THE SPROXTON WOOING PLAY
As collected by Dr Chris Cawte & Geoff Halford, members of Leicester Morrismen, in the 1960s, from Mr Albert Healey and Mr Albert Birch, elderly residents of Sproxton.
Mumming or mumming in England go back to the Middle Ages, when people went house to house wearing masks and disguises and the game was for hosts to identify their guests. The plays came about in the 18th century when these dramas latched onto the much older terms ‘mummers’ and practices (door to door visitation). They are folk plays performed by troupes of amateur actors, traditionally all male, known as mummers or guisers (also by various regional names such as pace-eggers, soulers, tipteerers, wrenboys, and galoshins). The plays, usually involving about half a dozen characters, illustrate the struggle between good and evil. The characters vary from play to play, although the hero is often St George, who fights with the power of evil traditionally represented by the Turkish Knight who was booed and hissed. There is a sword fight and usually one character is killed, only to be miraculously, albeit comically, cured by a quack doctor.

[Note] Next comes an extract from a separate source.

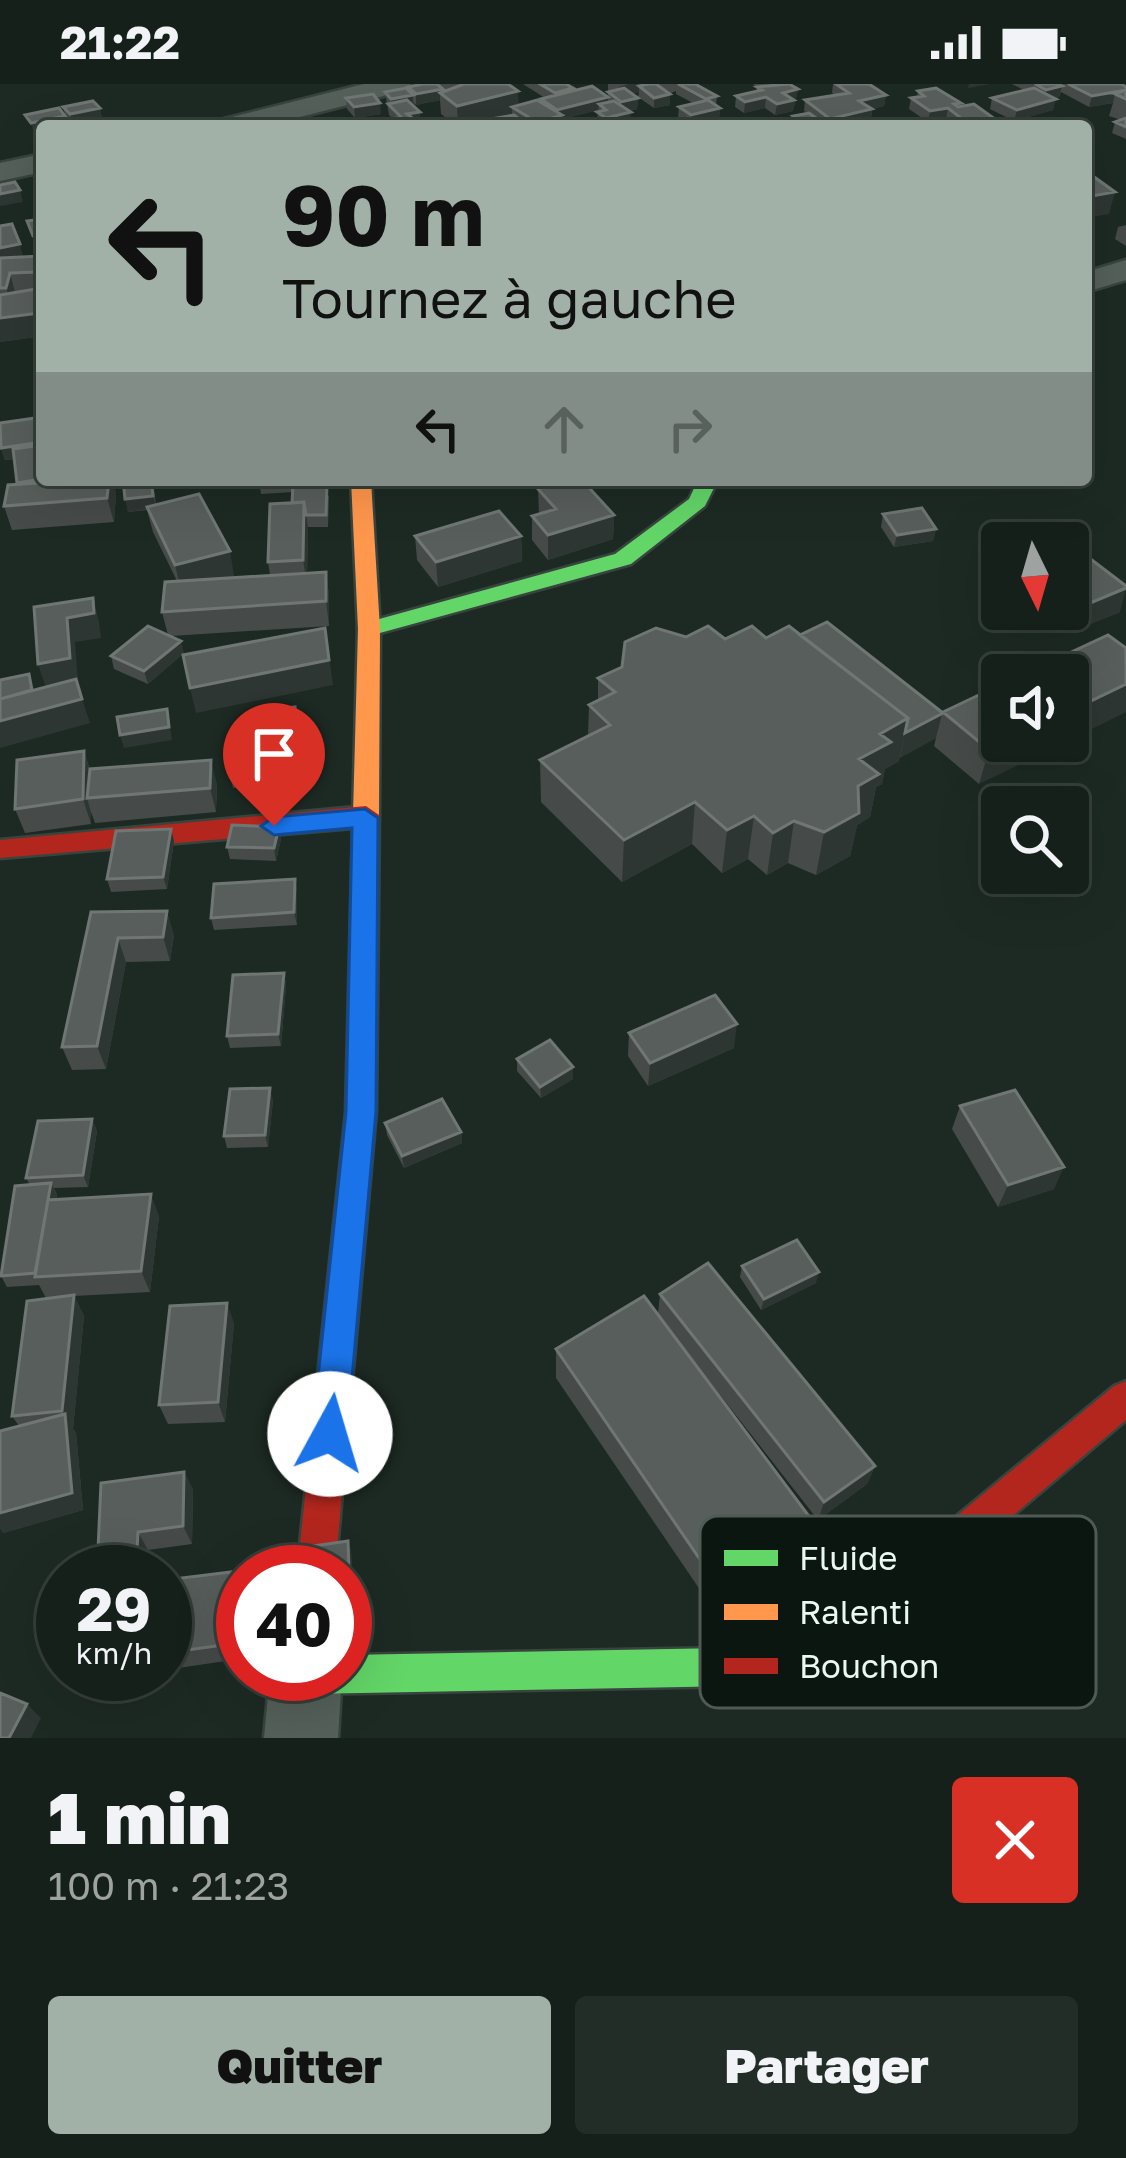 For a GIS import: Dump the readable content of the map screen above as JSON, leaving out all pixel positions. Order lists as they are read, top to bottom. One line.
{"legend":["Fluide","Ralenti","Bouchon"],"north":"bottom","page":{"status":"21:22","turn":["90 m","Tournez à gauche"],"speed":"29 km/h","limit":"40","heading":["1 min","100 m · 21:23"],"buttons":["Quitter","Partager"]}}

In the east midland counties of Leicestershire, Lincolnshire, Nottinghamshire, and Rutland, these mumming or folk plays took a very distinctive form, known as the Wooing Play and were only performed by farm labourers. The earliest record of a Wooing Play is from Bassingham in 1823, contained in the Hunter Collection in the British Museum. The Bassingham version contains all the ingredients of those existing later in the century, including the play from Sproxton, where wooing replaces Hero-Combat as the central theme:
“The Wooer of a young “Female” is rejected in favour of a Clown and enlists in the army. The Clown is occasionally accused of being the father of a bastard child of an older “Female” which he denies. The action continues with a champion overcoming an opponent who is revived by a doctor. Much of the action is expressed in song. Characteristic performers include the Recruiting Sergeant, Ploughboy, Lady, Clown and Dame.”
From “The English Mummers Play” by Alex Helm
The Sproxton play is the only one with the music for the songs to survive in full. In the 1960s Leicester Morrismen encountered several survivors of this group:
Members of Leicester Morrismen performed the Sproxton Ploughboys’ Play at the East Midlands Area Gathering (of the E.F.DF.S.S.).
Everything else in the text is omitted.